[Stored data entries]
▶
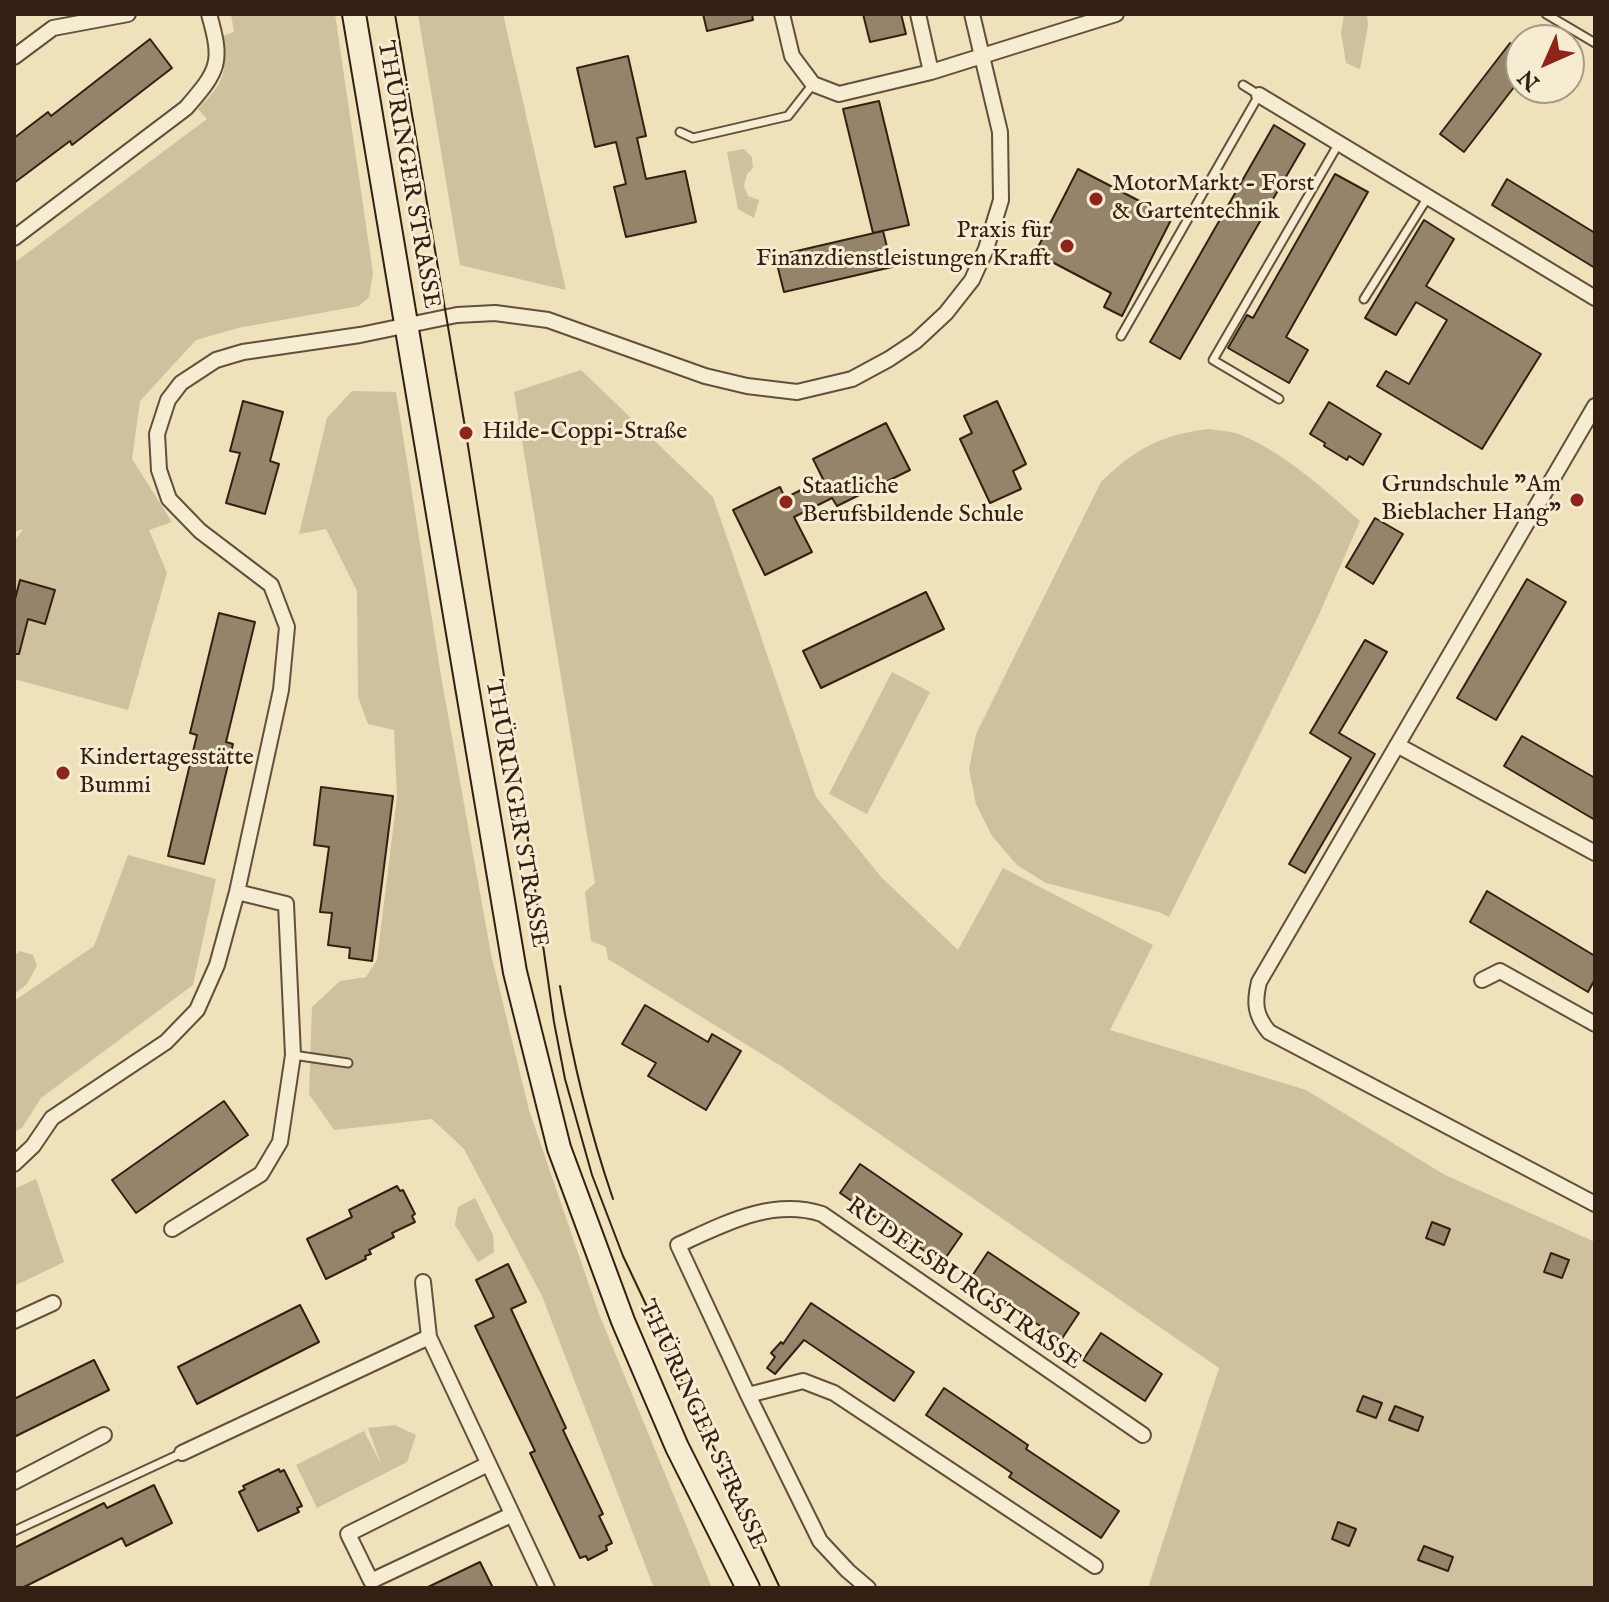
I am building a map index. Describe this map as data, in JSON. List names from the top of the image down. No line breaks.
{"streets":{"main road":["THÜRINGER STRASSE"],"street":["RUDELSBURGSTRASSE"]},"places":["MotorMarkt - Forst & Gartentechnik","Praxis für Finanzdienstleistungen Krafft","Hilde-Coppi-Straße","Grundschule \"Am Bieblacher Hang\"","Staatliche Berufsbildende Schule","Kindertagesstätte Bummi"],"north":"bottom left"}
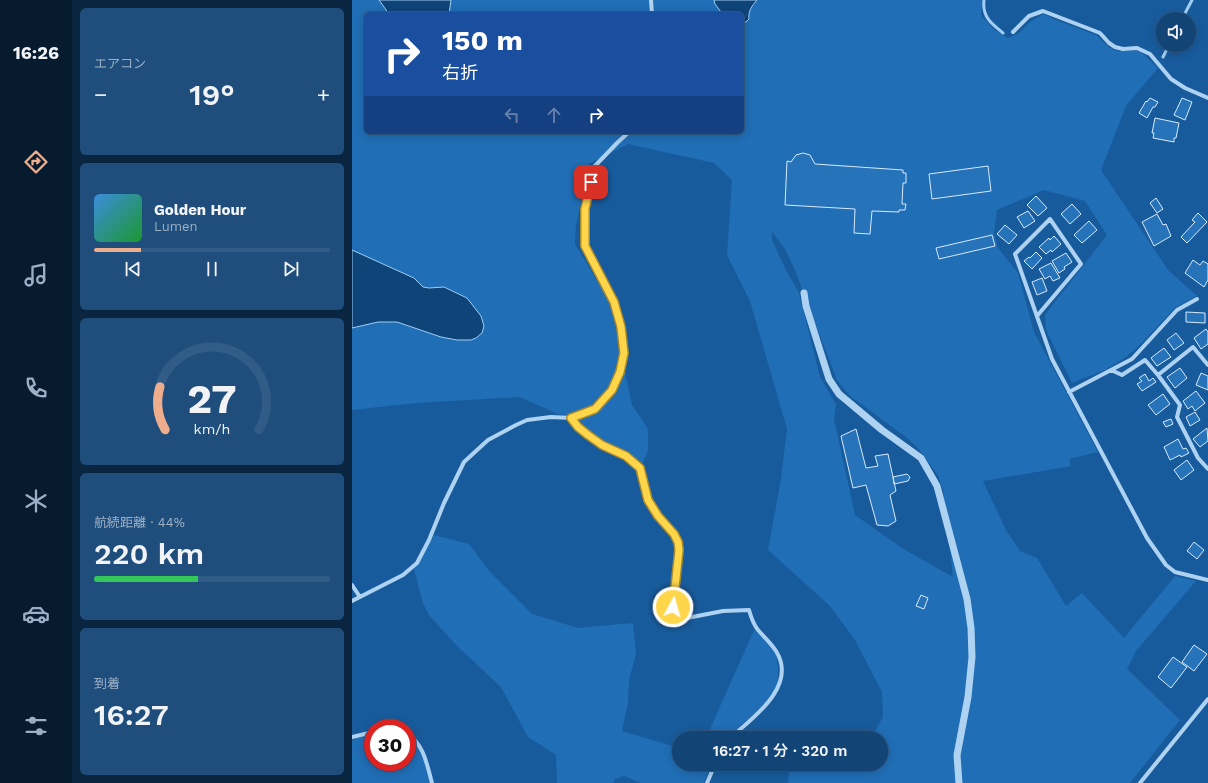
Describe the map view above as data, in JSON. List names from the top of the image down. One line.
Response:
{"page":{"tabs":"16:26","tile":["エアコン",["航続距離 · 44%","220 km"],["到着","16:27"]],"turn":["150 m","右折"],"heat":["−","19°","+"],"song":["Golden Hour","Lumen"],"limit":"30","trip":"16:27 · 1 分 · 320 m","gauge":["27","km/h"]}}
◀
**Goal of the exercise:**
An exact copy of all the records is required, with the pictures omitted.

**Solution:**
I am building a map index. Describe this map as data, in JSON. List names from the top of the image down. No line breaks.
{"streets":{"main road":["THÜRINGER STRASSE"],"street":["RUDELSBURGSTRASSE"]},"places":["MotorMarkt - Forst & Gartentechnik","Praxis für Finanzdienstleistungen Krafft","Hilde-Coppi-Straße","Grundschule \"Am Bieblacher Hang\"","Staatliche Berufsbildende Schule","Kindertagesstätte Bummi"],"north":"bottom left"}
Describe the map view above as data, in JSON. List names from the top of the image down. One line.
Response:
{"page":{"tabs":"16:26","tile":["エアコン",["航続距離 · 44%","220 km"],["到着","16:27"]],"turn":["150 m","右折"],"heat":["−","19°","+"],"song":["Golden Hour","Lumen"],"limit":"30","trip":"16:27 · 1 分 · 320 m","gauge":["27","km/h"]}}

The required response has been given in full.